So there are two people, person A and person B, walking their own route at the same time. These routes take an arbitrary amount of time to walk and they start at an arbitrary point along this route. So if we take an intersection point p, I would like to know if they ever meet on that point.
So I thought of the problem like this:
There is a certain intersection time in a round $I_A$ at which person A is at the intersection point.
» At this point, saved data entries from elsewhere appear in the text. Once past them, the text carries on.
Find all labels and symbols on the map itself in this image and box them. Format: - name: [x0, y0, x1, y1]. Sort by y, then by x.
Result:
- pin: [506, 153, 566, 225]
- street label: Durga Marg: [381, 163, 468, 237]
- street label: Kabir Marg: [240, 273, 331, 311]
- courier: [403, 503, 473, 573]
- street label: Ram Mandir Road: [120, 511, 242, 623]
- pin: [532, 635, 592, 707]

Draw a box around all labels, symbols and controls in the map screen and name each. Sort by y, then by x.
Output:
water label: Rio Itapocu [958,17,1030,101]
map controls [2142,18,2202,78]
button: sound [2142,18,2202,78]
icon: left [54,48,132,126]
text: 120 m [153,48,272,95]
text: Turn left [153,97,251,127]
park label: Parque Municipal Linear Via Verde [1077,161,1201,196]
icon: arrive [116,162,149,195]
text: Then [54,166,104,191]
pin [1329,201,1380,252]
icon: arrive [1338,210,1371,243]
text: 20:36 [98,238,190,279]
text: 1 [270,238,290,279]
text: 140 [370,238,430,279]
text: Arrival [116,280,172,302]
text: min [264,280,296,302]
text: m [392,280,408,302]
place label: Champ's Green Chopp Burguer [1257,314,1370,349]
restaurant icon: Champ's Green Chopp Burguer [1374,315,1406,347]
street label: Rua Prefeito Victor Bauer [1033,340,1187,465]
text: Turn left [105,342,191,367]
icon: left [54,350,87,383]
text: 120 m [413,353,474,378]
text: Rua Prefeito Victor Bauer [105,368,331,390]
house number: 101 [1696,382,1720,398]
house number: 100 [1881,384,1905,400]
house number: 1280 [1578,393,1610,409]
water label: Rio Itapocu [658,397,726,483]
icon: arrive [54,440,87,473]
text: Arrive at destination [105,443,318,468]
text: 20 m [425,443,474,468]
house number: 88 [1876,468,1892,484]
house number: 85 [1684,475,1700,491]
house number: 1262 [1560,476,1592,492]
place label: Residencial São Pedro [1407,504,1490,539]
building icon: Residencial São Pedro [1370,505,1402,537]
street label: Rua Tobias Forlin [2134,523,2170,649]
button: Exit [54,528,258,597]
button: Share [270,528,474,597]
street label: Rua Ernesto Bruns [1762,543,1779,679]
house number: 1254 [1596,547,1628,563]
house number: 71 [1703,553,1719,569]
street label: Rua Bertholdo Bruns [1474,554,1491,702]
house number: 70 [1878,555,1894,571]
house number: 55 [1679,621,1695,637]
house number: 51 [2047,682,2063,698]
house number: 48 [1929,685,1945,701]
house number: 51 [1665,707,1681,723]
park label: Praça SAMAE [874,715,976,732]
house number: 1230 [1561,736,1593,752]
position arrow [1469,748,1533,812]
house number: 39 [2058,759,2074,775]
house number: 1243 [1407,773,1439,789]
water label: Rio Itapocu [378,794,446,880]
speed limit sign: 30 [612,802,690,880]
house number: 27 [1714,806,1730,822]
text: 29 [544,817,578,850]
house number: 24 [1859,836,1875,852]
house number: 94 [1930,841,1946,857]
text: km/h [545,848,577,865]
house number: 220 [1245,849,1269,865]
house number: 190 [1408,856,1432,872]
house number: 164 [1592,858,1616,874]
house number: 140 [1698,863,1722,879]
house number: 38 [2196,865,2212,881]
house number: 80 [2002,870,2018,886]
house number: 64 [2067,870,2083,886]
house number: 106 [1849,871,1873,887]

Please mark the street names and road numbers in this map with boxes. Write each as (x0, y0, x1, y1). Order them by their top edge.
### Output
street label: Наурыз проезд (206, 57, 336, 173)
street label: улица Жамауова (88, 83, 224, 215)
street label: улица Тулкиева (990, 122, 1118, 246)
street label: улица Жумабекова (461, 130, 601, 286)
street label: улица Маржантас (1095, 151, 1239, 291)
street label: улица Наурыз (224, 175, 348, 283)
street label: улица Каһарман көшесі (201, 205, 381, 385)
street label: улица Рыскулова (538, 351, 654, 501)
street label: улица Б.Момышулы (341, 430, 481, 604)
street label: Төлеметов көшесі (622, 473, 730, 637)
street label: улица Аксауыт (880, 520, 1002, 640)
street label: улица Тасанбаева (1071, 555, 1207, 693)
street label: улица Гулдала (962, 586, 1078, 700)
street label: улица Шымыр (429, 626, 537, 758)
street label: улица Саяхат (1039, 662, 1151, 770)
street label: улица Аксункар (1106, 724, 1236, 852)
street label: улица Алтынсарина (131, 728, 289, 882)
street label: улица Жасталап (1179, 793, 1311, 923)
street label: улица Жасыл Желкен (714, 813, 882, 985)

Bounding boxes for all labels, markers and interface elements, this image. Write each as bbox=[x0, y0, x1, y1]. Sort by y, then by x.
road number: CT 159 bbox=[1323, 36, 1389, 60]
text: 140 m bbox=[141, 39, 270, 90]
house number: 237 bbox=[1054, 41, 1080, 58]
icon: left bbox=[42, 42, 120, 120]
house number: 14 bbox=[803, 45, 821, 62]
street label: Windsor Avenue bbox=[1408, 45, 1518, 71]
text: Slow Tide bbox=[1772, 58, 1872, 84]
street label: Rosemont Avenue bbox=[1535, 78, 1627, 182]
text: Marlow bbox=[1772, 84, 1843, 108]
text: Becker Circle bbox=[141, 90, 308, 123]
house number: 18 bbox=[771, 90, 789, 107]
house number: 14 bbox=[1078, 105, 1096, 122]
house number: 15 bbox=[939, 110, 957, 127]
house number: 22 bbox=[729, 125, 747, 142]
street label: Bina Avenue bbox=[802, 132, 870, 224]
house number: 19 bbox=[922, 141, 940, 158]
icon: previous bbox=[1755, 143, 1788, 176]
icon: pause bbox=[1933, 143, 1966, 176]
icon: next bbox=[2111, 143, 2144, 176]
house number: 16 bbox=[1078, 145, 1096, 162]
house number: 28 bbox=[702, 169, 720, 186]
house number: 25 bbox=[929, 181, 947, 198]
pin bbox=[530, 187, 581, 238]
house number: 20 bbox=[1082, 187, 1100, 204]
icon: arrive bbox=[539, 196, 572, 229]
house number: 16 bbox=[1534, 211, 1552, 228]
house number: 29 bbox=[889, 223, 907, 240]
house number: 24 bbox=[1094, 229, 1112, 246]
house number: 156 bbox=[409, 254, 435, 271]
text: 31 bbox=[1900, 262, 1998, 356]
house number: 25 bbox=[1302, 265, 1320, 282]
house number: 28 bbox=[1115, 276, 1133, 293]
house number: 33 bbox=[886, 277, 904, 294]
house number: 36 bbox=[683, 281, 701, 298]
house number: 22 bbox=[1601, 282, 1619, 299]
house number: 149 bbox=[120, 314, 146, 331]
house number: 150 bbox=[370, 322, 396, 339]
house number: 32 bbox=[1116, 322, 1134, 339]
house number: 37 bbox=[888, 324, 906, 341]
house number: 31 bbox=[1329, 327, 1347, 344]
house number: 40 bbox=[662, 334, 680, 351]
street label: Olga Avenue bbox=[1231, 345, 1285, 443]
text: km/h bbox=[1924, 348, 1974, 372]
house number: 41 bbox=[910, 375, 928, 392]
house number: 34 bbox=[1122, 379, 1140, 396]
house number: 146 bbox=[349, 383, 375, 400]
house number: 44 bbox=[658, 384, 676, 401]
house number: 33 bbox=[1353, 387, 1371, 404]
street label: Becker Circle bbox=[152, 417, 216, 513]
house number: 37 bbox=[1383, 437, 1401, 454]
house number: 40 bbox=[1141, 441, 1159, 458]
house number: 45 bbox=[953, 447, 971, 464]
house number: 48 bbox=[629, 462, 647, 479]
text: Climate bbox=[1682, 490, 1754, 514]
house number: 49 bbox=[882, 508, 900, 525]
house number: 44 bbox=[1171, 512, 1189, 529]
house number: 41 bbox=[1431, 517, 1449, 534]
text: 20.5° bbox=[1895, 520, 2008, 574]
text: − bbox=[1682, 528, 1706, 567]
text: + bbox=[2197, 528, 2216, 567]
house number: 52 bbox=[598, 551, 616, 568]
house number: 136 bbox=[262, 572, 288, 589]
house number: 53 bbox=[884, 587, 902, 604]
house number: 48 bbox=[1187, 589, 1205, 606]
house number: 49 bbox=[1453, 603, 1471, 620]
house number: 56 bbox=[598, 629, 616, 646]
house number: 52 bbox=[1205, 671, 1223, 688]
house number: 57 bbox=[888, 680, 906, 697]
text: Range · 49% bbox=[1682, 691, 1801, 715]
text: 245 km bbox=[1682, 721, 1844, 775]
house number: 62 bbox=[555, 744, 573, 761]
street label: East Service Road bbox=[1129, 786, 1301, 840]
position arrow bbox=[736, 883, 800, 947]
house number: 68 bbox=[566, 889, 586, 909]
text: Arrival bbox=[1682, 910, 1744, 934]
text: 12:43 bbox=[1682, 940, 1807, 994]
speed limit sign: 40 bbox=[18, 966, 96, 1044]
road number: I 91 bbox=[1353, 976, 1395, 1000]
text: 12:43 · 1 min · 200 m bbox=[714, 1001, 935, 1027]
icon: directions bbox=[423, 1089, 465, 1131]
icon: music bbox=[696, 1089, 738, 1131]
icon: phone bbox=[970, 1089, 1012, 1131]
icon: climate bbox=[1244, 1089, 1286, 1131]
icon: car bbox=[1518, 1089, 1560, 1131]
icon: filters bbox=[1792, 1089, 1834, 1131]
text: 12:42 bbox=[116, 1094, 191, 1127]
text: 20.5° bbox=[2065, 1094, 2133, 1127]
So if $r_A$ is the time it takes for A to finish one route then $I_A \equiv t \mod r_A$ (where $t$ is the time, with $t = 0$ being at the start of the hike).
For B this would be the same, so: $I_B \equiv t \mod r_B$. I have also rewritten this expression to $t = r_B \cdot k + I_B = r_A \cdot l + I_A$ where $k, l \in \mathbb{N}$
However, I couldn't really find any solutions. (Or the infinite set of solutions that should be there or not).
In general there does not need to be a solution. Assume that person A walks on the real line between 0 and 1 back and forth with speed 1 and person B walks between 1 and $1+\pi$ back and forth with speed 1. Now depending on the starting point of person A and B they will meet either never or once. Assume that they meet a second time, then person B has walked a distance $2n\pi$ with some $n\in \mathbb{N}\setminus \{0\}$ and person A has traveled a distance $m\in \mathbb{N}\setminus\{0\}$. As both are moving with the same speed the two distances have to be equal, but this implies $\pi=\frac{m}{2n}\in \mathbb{Q}$, which is a contradiction. Hence, they can meet at most once. Meeting once is easy, just let them both start at the intersection point. If on the other hand person A starts at 0 and person B starts at $1+\pi$ then they will never meet (by essentially the same argunent like before that they can meet at most once).
Added: If you want to attack this problem in full generality, you will realise that it is not so easy. If $I_A=I_B$ then you are asking whether $r_A$ and $r_B$ are linearly independent over $\mathbb{Q}$. It is for example not so easy to prove that $\pi$ and $\ln(2)$ are not linearly independent over $\mathbb{Q}$ (check Are $\pi$ and $\ln(2)$ linearly independent over rational numbers?).